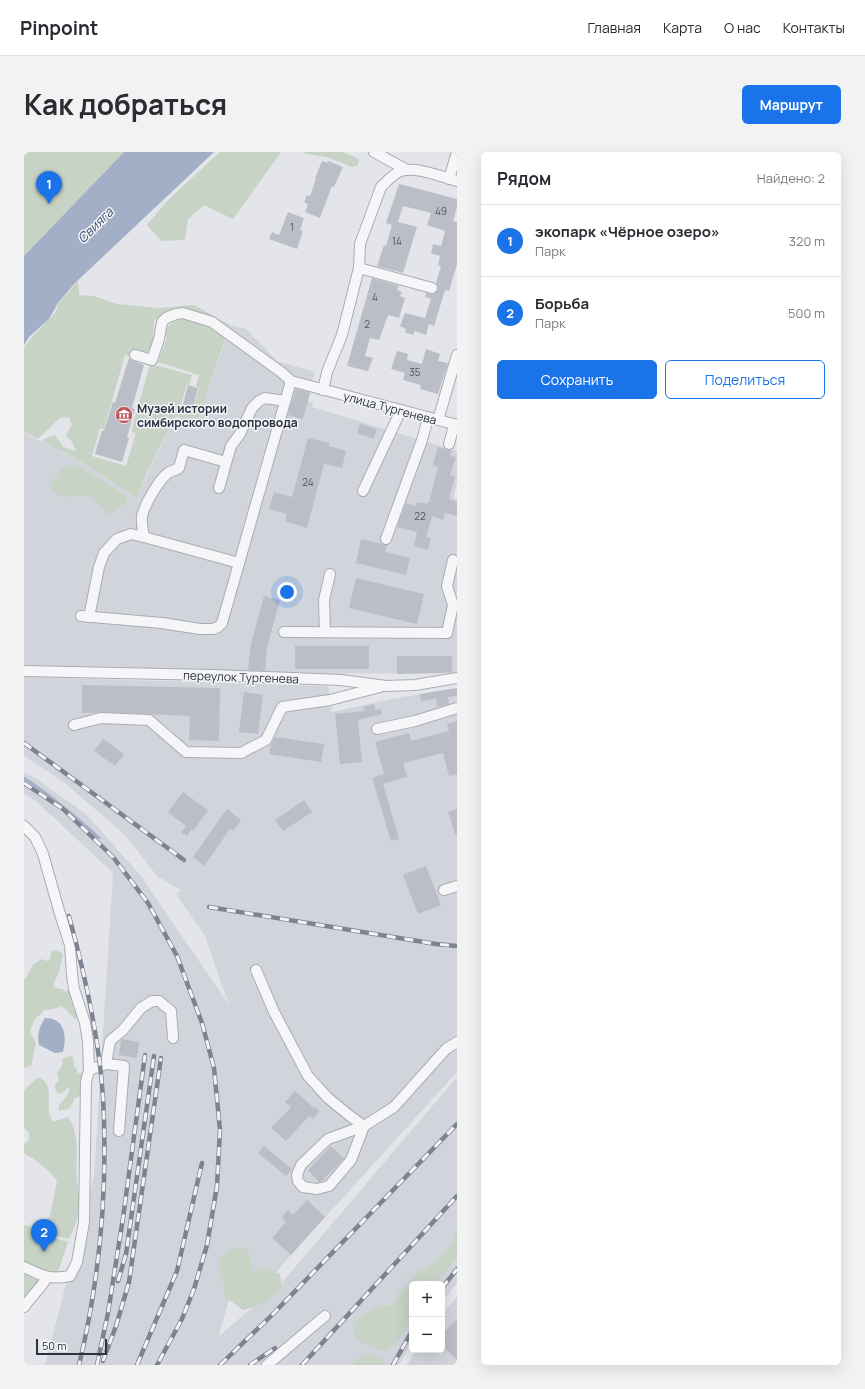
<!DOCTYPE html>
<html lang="ru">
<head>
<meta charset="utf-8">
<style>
	body { margin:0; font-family:Manrope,sans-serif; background:#f2f2f3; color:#2b2b33 }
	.controls { position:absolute; right:12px; bottom:12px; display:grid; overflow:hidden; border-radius:6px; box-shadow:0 4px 16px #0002 }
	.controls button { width:36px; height:36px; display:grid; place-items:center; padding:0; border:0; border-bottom:1px solid #e1e1e2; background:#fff; color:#2b2b33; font:20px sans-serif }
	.scale { position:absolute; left:12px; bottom:10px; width:71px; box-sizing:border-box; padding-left:4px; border:2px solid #2d3240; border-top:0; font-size:11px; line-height:14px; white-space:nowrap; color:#2d3240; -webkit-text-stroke:3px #f3f4f7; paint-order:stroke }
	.you { position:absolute; left:263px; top:440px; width:14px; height:14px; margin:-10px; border:3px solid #fff; border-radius:50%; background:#1a73e8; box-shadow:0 0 0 6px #1a73e833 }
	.badge { display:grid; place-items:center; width:26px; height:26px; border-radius:50%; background:#1a73e8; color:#fff; font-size:13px; font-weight:700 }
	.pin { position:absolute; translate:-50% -33px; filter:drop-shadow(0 1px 2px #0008) }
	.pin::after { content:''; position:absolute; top:21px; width:14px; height:12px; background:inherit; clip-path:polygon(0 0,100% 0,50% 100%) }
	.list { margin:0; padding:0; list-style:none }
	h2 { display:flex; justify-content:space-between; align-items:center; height:52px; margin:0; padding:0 16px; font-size:17px }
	h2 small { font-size:13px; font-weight:400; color:#7c7c81 }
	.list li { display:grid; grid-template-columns:26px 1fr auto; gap:12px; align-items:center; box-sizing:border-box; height:72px; padding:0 16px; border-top:1px solid #e1e1e2 }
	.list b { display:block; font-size:15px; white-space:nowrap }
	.list p { margin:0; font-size:13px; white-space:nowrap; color:#7c7c81 }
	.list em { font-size:13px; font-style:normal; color:#7c7c81 }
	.actions { display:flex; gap:8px; padding:12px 16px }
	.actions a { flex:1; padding:9px 0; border:1px solid #1a73e8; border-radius:6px; text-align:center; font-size:14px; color:#1a73e8 }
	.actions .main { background:#1a73e8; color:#fff }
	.map { position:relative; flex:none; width:433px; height:1213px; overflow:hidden; border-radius:6px }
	header { display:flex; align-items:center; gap:24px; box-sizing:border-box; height:56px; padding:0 20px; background:#fff; border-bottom:1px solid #e1e1e2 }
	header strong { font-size:19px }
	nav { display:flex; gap:22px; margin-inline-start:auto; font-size:14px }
	.intro { display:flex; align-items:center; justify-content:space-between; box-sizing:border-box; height:96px; padding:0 24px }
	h1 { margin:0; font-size:28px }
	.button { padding:10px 18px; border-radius:6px; background:#1a73e8; color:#fff; font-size:14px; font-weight:700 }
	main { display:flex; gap:24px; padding:0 24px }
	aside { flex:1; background:#fff; border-radius:6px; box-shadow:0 4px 16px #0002 }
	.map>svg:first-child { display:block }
</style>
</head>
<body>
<header>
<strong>Pinpoint</strong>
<nav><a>Главная</a><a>Карта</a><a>О нас</a><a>Контакты</a></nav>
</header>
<div class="intro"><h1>Как добраться</h1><a class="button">Маршрут</a></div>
<main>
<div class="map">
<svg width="433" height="1213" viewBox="0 0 433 1213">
	<rect width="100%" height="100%" fill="#e3e5ea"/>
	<!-- built -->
	<g fill="#d2d4dc">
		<path d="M207,173l15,4 31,32 38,11 -7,29 5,2 -1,4 145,44v32l-4,15 4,1v174l-193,1 -150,-7 -90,-1v-233l48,24 65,41 11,-26 28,-55 20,7z"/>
		<path d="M0,525l304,9 4,26 60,-13 65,-11v384l-166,183 -32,37 -18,-31 -23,76 67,-58 172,-202v206l-15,19v-18h-30v58l-13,23h-354l49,-189 19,-303 -77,-72 -12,-7v-22l11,6 51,36 55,62 88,129 -24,-69 -29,-42 5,-4 -24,-14 -31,-40 -61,-53 -41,-27z"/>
		<path d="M433,1145v68h-50l9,-15h26v-35z"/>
	</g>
	<!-- green -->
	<g fill="#c7d3c5">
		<path d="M0,0h100l-100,104z"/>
		<path d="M196,0h61l-48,67 -29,-14 -16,14 -3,21 -24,1 -14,-16 19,-23z"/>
		<path d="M278,0h41l16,7 -1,6 -6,2 -25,-10 -21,-3z"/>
		<path d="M54,129l1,14 15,1 23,8 41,4 36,-3 36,20 -1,3 -56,-17 -19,9 -1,21 -6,13 -15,-4 -2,6 -5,-1 -21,74 -4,-1 -8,28 34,10 10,-33 -5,-1 19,-68 42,11 -3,10 -2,-1 -6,20 12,4 6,-20 -3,-2 3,-11 -41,-13 9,-24 -4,-4 1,-2 11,-14h10l23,8 18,11 -30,87 -20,-8 -29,56 -10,26 -64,-41 -32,-16 10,-5h5l7,11 13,4 -5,-11 -5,-3 6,-13 -3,-6 -5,-1 -4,1 -22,21 -14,-7v-84l8,-11 23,-24 4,-10z"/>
		<path d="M41,313h12l48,30 3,6 -16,13 -6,-1 -7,-9 -10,-8 -27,1 -11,-6v-8z"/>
		<path d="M31,798l6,2 2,3 -4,17 -5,11v4l5,2h4l1,3 7,-3 2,19 6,8 -4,3 -13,-13 -9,3 -8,1 -10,9 -5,12 6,12 -5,23 -7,2v-88c3,-3 3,-5 5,-9 3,-6 7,-9 13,-12l5,2 3,-2 1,-7z"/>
		<path d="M46,904l3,1 1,9 3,3v5l5,-1c4,10 -2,15 -2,23l-5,2 -6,11 -6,1h-4v-5l7,-8 4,-8 -2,-2 -6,7 -6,-2 -1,-7 4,-5 -2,-7 4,-5 2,-5 -1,-4z"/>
		<path d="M13,926h4c13,9 5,25 9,38 0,1 3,5 3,6l15,-5c13,17 7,43 9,63 0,8 3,17 3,25 -1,8 -6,28 -12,34 -10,-3 -22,-4 -24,-16l6,-7 7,-35c-8,-12 -21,-21 -33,-28v-9l5,-4v-7l-5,-6v-37z"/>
		<path d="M0,1073l5,1 9,7 30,9 -11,33 -33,-13z"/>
		<path d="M433,1077v29l-23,26h-22v37l-19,25 -7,4 -4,1 -20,-8 -6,-5 -3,-7v-6l6,-8 16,-9 16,-3 4,-4 6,-11 8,-6 4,-7 8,-6 11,-6 19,-20z"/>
		<path d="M214,1095l8,1 4,7 3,17h2l3,-3 8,-1c4,4 9,3 14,6l2,13c-13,16 -20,18 -39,23 -7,-4 -9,-8 -17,-11 -2,-6 -1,-11 -3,-16 -7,-21 -7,-28 15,-36z"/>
		<path d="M0,1118l16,9 -16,24z"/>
		<path d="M342,1203h3l13,4 4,6h-34l3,-5z"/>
	</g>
	<!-- water -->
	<g fill="#a2afc6">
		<path d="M100,0h90l-139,131 -17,20 -9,16 -19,17 -6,9v-89z"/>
		<path d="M21,866c20,0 22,18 18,34l-8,1 -16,-8c-2,-11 0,-18 6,-27z"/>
	</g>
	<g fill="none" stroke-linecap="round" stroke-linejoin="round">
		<!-- stream -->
		<path stroke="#a2afc6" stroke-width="3" d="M0,626c27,18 51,38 75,60"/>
	</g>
	<!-- building -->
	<g fill="#bbbec6">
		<path d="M298,9l5,2 1,-2 15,6 -9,20 -2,-1 -12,32 -15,-6 3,-8 -4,-2 3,-7 3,1 6,-17 -1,-1z"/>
		<path d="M375,32l58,15v8l-4,14 4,1v42l-8,27 -4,-1 -11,36 -5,-2 -3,11 -11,-4 -2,4 -8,-3 1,-3 -6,-3 5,-13 20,5 6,-19 -6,-2 1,-4 7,1 5,-4v-4l-2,-3 5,-17 -3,-1 2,-9 -9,-3 2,-9 8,2 4,-15 -18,-6 4,-12 -28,-7 -5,16 19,5 -14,46 -26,-7 7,-21 2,1 6,-21 -6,-2z"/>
		<path d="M264,60l16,6 -4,12 3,1 -6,18 -28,-10 3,-7 7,3z"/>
		<path d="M348,126l27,8 -2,4 5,2 -2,4 5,2 -6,20 -11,-3 -9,25 -9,-2 -5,18 8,2 -5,13 -21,-5z"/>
		<path d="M402,197l14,5 -2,7 10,2 -10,31 -18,-5 1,-4 -18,-5 2,-7 -14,-4 6,-18 11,3 -1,6 15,4z"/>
		<path d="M105,206l4,3 11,4 -12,43 3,1 -8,29h2l-7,24 -27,-8 7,-24 2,1 9,-29 2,1z"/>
		<path d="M164,233l10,3 -5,19 -10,-3z"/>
		<path d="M272,237l14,4 -7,26 -15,-4z"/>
		<path d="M336,272l17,5 -3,10 -17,-6z"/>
		<path d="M284,286l22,5 -1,3 17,5 -4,17 -18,-4 -17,64 -22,-7 2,-7 -18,-5 5,-17 18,5z"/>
		<path d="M414,295l14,4 -2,5 6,1 -6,18 5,1 -6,23 8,3v14l-12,-3 -2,7 -11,-4 -6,21 5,1 -3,12 -14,-4 3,-14 -20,-5 9,-24 10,3 1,-4 10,2v-1h2l9,-36 -5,-2z"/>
		<path d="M337,387l26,6 -2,7 25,6 -4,17 -50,-12z"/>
		<path d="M332,426l68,16 -7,30 -68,-16z"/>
		<path d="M240,444l16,4 -13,47 -2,24 -17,-1 3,-26z"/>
		<rect x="271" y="494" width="74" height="23"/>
		<path d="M373,504h55v16l-7,1 -48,1z"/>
		<path d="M58,533l138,3 -1,53 -30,-1 1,-24 -89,-4 -8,1h-11z"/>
		<path d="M433,536v8l-9,1 1,7 -12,3 -1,-8 -15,2 -1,-7z"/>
		<path d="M220,540l19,3 -5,39 -19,-2z"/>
		<path d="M350,552l1,6 6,-1 1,5 -24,6 4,42 -22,2 -5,-50 29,-3 -1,-4z"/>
		<path d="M433,569v53l-8,2 -6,-23 -40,10 4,14 -24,7 16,55 -8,2 -19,-63 12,-4 -9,-32 34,-9 2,8 38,-10 -2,-7z"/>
		<path d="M251,585l49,7 -3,18 -52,-8 2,-10z"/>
		<path d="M79,587l21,15 -9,12 -21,-15z"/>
		<path d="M159,640l25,18 -15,21 -2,-1 -4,6 -6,-4 5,-6 -18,-14z"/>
		<path d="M280,648l8,12 -29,19 -8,-11z"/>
		<path d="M203,657l14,11 -8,11 -3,-2 -26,37 -11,-9z"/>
		<path d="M433,657v25h-2l-7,-22z"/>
		<path d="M402,714l15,39 -23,9 -15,-39z"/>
		<path d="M98,887l17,3 -2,16 -18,-3 2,-15z"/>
		<path d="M271,939l19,17 1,-1 5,4 -7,8 -4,-3 -23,25 -15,-13 20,-21 -6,-5z"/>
		<path d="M240,994l28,23 -6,7 -28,-23z"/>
		<path d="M307,994l13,12 -22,23 -3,1 -11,-12z"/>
		<path d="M283,1048l18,17 -34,38 -19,-17 14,-16 -4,-5 6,-7 5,5z"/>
		<path d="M433,1167v41l-15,-14v-12z"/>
	</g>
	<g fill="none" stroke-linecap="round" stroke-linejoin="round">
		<defs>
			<g id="minor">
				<path d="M350,0l33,18"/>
				<path d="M425,27l8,-27"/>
				<path d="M335,116l73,20"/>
				<path d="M111,203l17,5 7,-21 3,-17 4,-4 10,-4 7,-1 29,9 69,50 10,9 166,44"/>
				<path d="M299,238l4,-18 15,-37 17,-67 1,-24 21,-57c6,-6 13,-14 20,-16 15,-5 41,6 56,10"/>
				<path d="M414,268l19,-65"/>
				<path d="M425,292l5,-19"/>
				<path d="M202,310l-42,-12 -5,18c-3,2 -8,3 -11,5 -10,8 -23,31 -26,43 -1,7 1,14 2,21l95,26"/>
				<path d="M195,336l12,-42 9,-12 12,-26 7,-7 6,-3 20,3"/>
				<path d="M339,339l38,-81"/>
				<path d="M362,387l36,-99 6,-22"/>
				<path d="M57,464l81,7 38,6h13l5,-2 4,-4 69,-242"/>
				<path d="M65,465l10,-50 5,-14 13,-14 14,-5 13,3"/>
				<path d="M260,480l163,1 6,-28 -6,-19 6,-26"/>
				<path d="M301,480l-1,-32 6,-26"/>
				<path d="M0,519l188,4 129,5 45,6 29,-1 42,-7"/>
				<path d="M50,573l27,-7 48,2 37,32 55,1 25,-13 16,-33 48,-7 50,-13"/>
				<path d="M353,577l38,-8 42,-13"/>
				<path d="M0,674l11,11 8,17 17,60 10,31 2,30 2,14 11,34 3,18 1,29"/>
				<path d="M420,738l13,-4"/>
				<path d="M232,818l18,42 34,64 20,22 22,18 14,10 30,-19 52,-58 11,-7"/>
				<path d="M82,912l18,2 -5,65"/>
				<path d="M340,974l-13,34 -22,26 -12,3 -14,-2 -5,-6 -1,-6 4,-10 27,-26z"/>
				<path d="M0,1115c19,9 25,13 46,9l7,-14 7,-40 2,-140 3,-12 17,-6 4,-23 13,-11 18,-22 11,-7h7l12,10 2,27"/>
				<path d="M0,1155c7,-11 17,-18 23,-30"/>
				<path d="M243,1213l58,-49"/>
			</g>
		</defs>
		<!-- minor casing -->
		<use href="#minor" stroke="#a9acb4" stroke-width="12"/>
		<!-- minor -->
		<use href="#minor" stroke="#f6f6f8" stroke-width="10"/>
		<defs>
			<g id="rail">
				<path d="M0,591l160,117"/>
				<path d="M0,631l39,26 50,48 35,46 29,53 25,67 12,45 6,62 -3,56 -10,59 -13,44 -12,30 -25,46"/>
				<path d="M185,755l227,37 21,2"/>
				<path d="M45,764c16,59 30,120 34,181 5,90 -3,181 -24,268"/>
				<path d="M94,1129l8,-27 28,-198"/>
				<path d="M418,1136l15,-19"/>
				<path d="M79,1209l13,-35 13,-44 32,-224"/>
				<path d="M73,1213l11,-52 15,-95 22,-163"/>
				<path d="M113,1213l40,-94 25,-108"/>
				<path d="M196,1213l52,-50 185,-191"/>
				<path d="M226,1213l25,-17"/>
				<path d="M278,1213l155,-169"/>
				<path d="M369,1213l19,-34"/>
			</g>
		</defs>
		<!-- rail casing -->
		<use href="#rail" stroke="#7e8392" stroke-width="4.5"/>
		<!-- rail -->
		<use href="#rail" stroke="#f3f4f7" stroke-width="3" stroke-dasharray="9" stroke-linecap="butt"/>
	</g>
	<!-- icons -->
	<defs>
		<symbol id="museum-disc" viewBox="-11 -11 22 22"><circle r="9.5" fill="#c1565a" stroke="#f3f4f7"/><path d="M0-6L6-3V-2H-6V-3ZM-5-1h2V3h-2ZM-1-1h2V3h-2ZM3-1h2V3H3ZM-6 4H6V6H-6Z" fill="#fff"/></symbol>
	</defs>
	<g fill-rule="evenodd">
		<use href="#museum-disc" x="90" y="253" width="20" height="20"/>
	</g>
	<g text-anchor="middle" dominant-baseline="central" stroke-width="3" stroke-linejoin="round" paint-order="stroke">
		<!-- number labels -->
		<g font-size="10" fill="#505562">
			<text x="417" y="59">49</text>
			<text x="268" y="75">1</text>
			<text x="373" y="89">14</text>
			<text x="351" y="145">4</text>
			<text x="343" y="172">2</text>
			<text x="391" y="220">35</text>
			<text x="284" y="330">24</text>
			<text x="396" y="364">22</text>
		</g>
		<!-- poi labels -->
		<g font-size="12" font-weight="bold" fill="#2d3240" stroke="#f3f4f7" text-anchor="start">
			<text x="113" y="256">Музей истории<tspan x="113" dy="14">симбирского водопровода</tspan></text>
		</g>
		<!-- street labels -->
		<g font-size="12" fill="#2d3240" stroke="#f3f4f7">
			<text transform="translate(366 256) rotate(15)">улица Тургенева</text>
			<text transform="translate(217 525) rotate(2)">переулок Тургенева</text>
		</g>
		<!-- water labels -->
		<g font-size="13" font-style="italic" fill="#3b4d70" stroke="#f3f4f7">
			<text transform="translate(71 73) rotate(-45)">Свияга</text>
		</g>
	</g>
</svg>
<div class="controls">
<button>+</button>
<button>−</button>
</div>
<div class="scale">50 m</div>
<div class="you"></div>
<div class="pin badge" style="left:25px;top:52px">1</div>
<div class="pin badge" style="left:20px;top:1100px">2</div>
</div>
<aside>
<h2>Рядом<small>Найдено: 2</small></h2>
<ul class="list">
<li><span class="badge">1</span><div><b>экопарк «Чёрное озеро»</b><p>Парк</p></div><em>320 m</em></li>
<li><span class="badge">2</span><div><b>Борьба</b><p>Парк</p></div><em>500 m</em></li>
</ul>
<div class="actions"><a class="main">Сохранить</a><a>Поделиться</a></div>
</aside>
</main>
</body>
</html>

_Problem to solve_
Can you repeat, word for word, every line above from the one containing "display:flex; gap:22px; margin-inline-start:auto;" down to the one containing "<strong>Pinpoint</strong>", including both?

_Response_
	nav { display:flex; gap:22px; margin-inline-start:auto; font-size:14px }
	.intro { display:flex; align-items:center; justify-content:space-between; box-sizing:border-box; height:96px; padding:0 24px }
	h1 { margin:0; font-size:28px }
	.button { padding:10px 18px; border-radius:6px; background:#1a73e8; color:#fff; font-size:14px; font-weight:700 }
	main { display:flex; gap:24px; padding:0 24px }
	aside { flex:1; background:#fff; border-radius:6px; box-shadow:0 4px 16px #0002 }
	.map>svg:first-child { display:block }
</style>
</head>
<body>
<header>
<strong>Pinpoint</strong>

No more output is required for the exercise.